Section 54F Exemption Cannot be Denied Merely Because Registration of Property is Pending
The present appeal has been filed by the ITO-19 (3)(1), Mumbai (Appellant), against a taxpayer named Sangeeta (Respondent), in the Income Tax Appellate Tribunal (ITAT) “G” Bench, Mumbai, before Shri Pawan Singh (Judicial Member) and Smt Renu Jauhri (Accountant Member). The case is related to the assessment year 2018-2019 and was decided on November 13, 2025. The appeal has been filed challenging an order dated August 17, 2023, passed by the CIT(A).
The assessee claimed exemption under Section 54F after selling a property and investing in another residential house. However, the Assessing Officer (AO) did not accept his claim because the new house was not registered in her name, and the assessee failed to produce a registered sale deed/title document for the new house before the AO.
The aggrieved assessee, with the action of the AO, then approached the CIT(A). The CIT(A), after hearing the arguments of both sides, allowed the exemption under section 54F. The Revenue, dissatisfied with the action of CIT(A), then filed an appeal before ITAT.
Revenue’s Arguments:
The taxpayer bought a new house but did not have a registered sale deed. According to the tax department, without a registered document, ownership is not legally valid, and hence the assessee is not eligible to claim exemption under Section 54F.

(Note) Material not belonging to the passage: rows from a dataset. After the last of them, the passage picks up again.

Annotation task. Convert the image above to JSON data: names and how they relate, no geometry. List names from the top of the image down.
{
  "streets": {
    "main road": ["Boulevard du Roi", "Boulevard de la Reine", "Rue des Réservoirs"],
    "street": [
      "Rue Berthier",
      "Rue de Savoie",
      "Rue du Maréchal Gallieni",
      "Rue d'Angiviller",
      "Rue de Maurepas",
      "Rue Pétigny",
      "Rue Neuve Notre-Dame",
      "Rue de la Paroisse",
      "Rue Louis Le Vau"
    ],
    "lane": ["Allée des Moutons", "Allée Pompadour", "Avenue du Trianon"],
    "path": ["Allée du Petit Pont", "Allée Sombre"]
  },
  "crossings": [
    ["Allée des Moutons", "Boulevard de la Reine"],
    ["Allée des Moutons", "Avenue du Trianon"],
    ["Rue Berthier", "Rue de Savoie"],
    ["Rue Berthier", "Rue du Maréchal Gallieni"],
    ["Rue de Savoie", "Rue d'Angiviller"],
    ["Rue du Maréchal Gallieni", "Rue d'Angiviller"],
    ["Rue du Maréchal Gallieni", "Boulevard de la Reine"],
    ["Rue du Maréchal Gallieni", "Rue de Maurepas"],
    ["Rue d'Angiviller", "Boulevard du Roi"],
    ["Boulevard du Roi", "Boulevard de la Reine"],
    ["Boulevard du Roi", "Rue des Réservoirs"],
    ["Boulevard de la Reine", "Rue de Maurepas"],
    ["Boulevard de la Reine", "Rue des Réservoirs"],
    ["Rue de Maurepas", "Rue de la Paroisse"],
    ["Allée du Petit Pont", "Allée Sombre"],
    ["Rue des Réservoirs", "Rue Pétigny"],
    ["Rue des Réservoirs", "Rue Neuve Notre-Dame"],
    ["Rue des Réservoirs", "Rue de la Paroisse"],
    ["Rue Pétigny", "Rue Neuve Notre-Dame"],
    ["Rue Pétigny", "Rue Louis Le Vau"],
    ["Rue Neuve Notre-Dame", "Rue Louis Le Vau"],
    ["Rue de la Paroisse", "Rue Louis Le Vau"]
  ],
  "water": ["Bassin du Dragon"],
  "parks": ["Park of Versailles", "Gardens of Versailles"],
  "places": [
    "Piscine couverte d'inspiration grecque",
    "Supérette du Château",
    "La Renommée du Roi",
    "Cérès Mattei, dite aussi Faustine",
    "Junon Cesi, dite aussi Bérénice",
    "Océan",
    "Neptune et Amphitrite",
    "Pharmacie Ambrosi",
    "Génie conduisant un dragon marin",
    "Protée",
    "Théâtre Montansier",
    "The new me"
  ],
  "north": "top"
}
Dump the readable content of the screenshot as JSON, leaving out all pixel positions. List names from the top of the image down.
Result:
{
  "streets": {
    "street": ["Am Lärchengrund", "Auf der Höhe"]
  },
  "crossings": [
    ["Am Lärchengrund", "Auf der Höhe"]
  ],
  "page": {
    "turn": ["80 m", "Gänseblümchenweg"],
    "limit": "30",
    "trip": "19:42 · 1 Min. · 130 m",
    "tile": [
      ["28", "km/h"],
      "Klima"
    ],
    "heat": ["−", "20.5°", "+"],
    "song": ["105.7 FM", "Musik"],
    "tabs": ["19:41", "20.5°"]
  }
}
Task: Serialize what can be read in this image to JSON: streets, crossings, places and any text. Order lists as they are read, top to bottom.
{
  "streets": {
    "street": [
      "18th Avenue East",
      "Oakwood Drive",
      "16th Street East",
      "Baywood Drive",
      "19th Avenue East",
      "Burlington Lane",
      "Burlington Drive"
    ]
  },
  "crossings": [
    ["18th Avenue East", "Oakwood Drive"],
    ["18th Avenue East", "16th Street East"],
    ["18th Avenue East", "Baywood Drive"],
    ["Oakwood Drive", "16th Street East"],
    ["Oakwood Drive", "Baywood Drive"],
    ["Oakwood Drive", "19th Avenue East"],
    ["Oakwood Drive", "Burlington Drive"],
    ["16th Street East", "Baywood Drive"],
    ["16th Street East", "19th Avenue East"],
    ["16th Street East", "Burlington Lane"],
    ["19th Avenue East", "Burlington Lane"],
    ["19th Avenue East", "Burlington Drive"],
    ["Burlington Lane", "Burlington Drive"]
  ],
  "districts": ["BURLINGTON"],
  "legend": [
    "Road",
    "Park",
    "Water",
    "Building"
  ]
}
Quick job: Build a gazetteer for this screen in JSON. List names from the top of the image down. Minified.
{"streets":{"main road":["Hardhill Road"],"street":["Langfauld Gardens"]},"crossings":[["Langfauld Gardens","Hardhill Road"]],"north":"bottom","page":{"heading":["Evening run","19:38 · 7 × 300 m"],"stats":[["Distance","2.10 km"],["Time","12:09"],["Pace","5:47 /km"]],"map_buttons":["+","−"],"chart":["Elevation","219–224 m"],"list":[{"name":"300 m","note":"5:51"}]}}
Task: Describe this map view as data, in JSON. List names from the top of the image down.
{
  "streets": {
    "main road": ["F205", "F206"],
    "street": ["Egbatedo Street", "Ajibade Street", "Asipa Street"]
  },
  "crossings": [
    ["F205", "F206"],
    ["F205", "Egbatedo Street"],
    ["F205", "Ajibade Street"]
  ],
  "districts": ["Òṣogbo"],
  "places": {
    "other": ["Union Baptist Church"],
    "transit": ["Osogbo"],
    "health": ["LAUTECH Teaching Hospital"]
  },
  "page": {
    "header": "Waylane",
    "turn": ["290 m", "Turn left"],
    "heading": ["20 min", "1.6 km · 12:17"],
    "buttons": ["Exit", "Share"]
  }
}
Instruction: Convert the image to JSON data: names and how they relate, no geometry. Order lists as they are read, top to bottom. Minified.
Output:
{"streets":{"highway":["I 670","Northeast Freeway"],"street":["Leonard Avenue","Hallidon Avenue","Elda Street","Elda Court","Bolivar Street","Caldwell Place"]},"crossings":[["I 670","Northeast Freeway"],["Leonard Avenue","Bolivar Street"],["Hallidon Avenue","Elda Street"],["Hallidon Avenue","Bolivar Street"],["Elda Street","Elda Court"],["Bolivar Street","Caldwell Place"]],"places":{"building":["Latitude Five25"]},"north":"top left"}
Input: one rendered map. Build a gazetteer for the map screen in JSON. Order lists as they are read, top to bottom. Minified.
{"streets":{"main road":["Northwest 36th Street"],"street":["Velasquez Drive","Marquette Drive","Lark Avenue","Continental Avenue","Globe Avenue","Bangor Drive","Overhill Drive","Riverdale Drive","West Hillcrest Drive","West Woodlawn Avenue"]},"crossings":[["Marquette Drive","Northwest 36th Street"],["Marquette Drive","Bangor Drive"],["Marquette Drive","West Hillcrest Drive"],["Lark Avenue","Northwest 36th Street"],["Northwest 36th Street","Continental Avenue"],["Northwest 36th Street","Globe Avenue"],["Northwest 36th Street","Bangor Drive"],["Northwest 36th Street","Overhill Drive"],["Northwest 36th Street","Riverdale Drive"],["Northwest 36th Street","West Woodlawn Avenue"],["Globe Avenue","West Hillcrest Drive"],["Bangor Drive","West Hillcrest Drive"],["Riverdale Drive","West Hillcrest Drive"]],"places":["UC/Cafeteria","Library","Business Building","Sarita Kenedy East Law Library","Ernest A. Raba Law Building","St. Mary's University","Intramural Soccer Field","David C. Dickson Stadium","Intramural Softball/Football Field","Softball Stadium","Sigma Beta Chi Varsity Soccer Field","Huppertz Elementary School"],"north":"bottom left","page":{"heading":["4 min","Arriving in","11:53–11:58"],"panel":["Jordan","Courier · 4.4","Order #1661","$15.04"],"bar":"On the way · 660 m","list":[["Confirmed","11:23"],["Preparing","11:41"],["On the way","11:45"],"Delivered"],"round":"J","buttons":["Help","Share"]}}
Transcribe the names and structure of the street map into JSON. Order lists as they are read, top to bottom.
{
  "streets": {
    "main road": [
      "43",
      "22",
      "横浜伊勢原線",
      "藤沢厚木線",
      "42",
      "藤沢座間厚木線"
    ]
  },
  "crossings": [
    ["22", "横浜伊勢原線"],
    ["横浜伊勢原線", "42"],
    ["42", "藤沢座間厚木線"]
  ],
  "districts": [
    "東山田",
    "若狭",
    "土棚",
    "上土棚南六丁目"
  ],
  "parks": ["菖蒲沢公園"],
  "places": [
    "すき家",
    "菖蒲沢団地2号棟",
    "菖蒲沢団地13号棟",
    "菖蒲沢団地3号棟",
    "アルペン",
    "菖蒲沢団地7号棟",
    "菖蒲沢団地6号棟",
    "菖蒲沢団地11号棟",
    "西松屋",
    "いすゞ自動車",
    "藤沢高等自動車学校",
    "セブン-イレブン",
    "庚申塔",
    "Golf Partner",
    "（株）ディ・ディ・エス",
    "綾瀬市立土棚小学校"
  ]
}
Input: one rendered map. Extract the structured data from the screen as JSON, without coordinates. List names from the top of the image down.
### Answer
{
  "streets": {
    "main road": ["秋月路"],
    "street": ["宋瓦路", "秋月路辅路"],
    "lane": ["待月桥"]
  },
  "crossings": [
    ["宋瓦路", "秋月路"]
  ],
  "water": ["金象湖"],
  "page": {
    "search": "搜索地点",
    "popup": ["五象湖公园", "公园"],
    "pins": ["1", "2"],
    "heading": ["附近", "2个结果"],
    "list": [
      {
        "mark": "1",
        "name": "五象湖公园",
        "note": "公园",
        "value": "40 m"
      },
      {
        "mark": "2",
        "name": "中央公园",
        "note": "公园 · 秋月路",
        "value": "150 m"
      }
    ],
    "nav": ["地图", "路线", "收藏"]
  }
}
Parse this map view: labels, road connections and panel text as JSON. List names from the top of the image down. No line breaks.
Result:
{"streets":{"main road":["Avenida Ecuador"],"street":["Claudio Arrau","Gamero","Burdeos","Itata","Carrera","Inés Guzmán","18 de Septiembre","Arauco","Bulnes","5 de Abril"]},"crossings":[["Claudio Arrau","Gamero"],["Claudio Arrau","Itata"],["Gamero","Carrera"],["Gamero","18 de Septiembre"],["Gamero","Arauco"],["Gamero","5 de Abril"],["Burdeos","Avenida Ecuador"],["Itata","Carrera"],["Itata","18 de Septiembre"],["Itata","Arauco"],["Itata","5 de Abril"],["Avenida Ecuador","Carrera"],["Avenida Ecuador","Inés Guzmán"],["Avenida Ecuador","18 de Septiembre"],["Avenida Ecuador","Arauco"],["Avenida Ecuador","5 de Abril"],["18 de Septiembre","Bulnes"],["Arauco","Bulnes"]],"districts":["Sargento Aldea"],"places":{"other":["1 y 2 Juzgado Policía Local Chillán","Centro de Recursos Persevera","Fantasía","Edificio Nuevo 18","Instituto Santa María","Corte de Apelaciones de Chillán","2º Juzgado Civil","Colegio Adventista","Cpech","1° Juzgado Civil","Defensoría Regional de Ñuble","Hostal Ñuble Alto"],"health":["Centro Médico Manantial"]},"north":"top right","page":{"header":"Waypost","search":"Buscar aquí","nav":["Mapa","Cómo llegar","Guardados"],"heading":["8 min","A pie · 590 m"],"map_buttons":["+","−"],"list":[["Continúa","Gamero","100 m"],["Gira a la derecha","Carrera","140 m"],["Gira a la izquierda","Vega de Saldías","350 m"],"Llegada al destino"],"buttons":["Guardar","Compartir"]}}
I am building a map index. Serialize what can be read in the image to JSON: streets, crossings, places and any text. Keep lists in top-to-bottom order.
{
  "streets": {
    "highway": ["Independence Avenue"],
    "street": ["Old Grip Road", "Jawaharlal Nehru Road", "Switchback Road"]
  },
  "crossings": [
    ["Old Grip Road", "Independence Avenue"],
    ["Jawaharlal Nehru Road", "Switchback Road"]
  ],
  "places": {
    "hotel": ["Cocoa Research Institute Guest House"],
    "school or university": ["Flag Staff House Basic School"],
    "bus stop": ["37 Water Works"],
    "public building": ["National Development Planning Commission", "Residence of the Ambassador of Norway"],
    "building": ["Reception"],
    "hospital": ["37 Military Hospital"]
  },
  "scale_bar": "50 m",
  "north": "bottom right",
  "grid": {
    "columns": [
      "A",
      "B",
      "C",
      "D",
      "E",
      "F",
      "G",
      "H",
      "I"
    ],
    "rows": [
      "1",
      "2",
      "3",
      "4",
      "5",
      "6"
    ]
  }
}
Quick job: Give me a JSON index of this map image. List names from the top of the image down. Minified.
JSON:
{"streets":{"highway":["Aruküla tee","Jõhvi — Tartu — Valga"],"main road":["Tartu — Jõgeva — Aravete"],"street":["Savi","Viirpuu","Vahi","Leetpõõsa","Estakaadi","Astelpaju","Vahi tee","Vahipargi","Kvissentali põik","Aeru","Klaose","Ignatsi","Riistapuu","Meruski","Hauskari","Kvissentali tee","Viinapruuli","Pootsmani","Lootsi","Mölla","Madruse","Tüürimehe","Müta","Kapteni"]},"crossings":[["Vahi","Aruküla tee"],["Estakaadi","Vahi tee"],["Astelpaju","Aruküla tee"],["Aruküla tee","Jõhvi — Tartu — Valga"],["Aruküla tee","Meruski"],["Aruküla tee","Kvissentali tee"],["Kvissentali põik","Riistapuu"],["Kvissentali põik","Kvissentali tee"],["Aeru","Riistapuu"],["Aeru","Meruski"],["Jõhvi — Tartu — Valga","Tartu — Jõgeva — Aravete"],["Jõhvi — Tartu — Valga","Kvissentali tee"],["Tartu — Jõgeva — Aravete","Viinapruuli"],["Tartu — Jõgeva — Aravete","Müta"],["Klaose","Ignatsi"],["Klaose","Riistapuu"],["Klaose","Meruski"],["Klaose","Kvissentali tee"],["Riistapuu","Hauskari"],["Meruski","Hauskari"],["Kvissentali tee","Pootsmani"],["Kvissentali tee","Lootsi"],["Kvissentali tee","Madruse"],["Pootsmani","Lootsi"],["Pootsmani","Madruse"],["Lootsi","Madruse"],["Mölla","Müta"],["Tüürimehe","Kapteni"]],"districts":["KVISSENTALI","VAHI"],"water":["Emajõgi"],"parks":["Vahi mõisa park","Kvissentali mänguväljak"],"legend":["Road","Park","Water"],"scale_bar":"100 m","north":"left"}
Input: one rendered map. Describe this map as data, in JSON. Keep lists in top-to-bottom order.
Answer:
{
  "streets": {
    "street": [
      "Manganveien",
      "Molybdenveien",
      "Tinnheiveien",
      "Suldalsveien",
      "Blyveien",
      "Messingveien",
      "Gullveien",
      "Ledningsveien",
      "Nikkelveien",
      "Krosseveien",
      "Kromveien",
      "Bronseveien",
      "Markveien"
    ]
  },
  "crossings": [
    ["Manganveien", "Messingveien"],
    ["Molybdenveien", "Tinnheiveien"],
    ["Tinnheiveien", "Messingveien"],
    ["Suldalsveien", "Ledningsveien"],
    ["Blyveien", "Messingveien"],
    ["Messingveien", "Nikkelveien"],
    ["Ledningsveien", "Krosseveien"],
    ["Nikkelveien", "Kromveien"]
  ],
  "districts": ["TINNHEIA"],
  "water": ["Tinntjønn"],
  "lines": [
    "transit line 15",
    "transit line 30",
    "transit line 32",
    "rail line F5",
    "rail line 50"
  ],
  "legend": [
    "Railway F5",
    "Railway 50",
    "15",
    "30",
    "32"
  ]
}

To support this point, the authorised representative of Revenue also cited legal rules like the Transfer of Property Act, the Registration Act, etc., and also an earlier Supreme Court judgement in Suraj Lamp & Industries Pvt. Ltd. vs State of Haryana (2012) 340 ITR 1 (SC) case. In this case, SC ruled that immovable property can be lawfully transferred only by way of a registered deed of conveyance.
Assessee’s Arguments:
Assessee claimed that Section 54F only requires the purchase of another property using money received after selling the previous property; it does not discuss any necessary registration. As long as money is invested in a residential property within the allowed time, an exemption should be allowed under Section 54F. To support her point, she also cited CBDT’s Circular 471 and earlier decisions of the Court, which say registration is not compulsory for claiming exemption under 54F.
ITAT’s Observation
The AO did not dispute that the taxpayer invested money in buying the new house. The only issue was the lack of a registered purchase deed. Section 54F does not mandate that the newly bought property must be registered in the name of the purchaser.
Courts have repeatedly held that if the payment is made toward the purchase of a new house, the exemption cannot be denied only because registration is pending. To announce its final decision, the tribunal cited some earlier judgements titled Balraj v. CIT (Delhi HC) and Sambandam Udai Kumar (Karnataka HC).
Final Decision
In conclusion to the aforesaid observations, the ITAT agreed with the ruling of CIT(A). They held that non-registration alone cannot be a reason to deny the Section 54F exemption. Since the investment in the new property was genuine, the assessee is eligible for the exemption. Revenue’s appeal was dismissed.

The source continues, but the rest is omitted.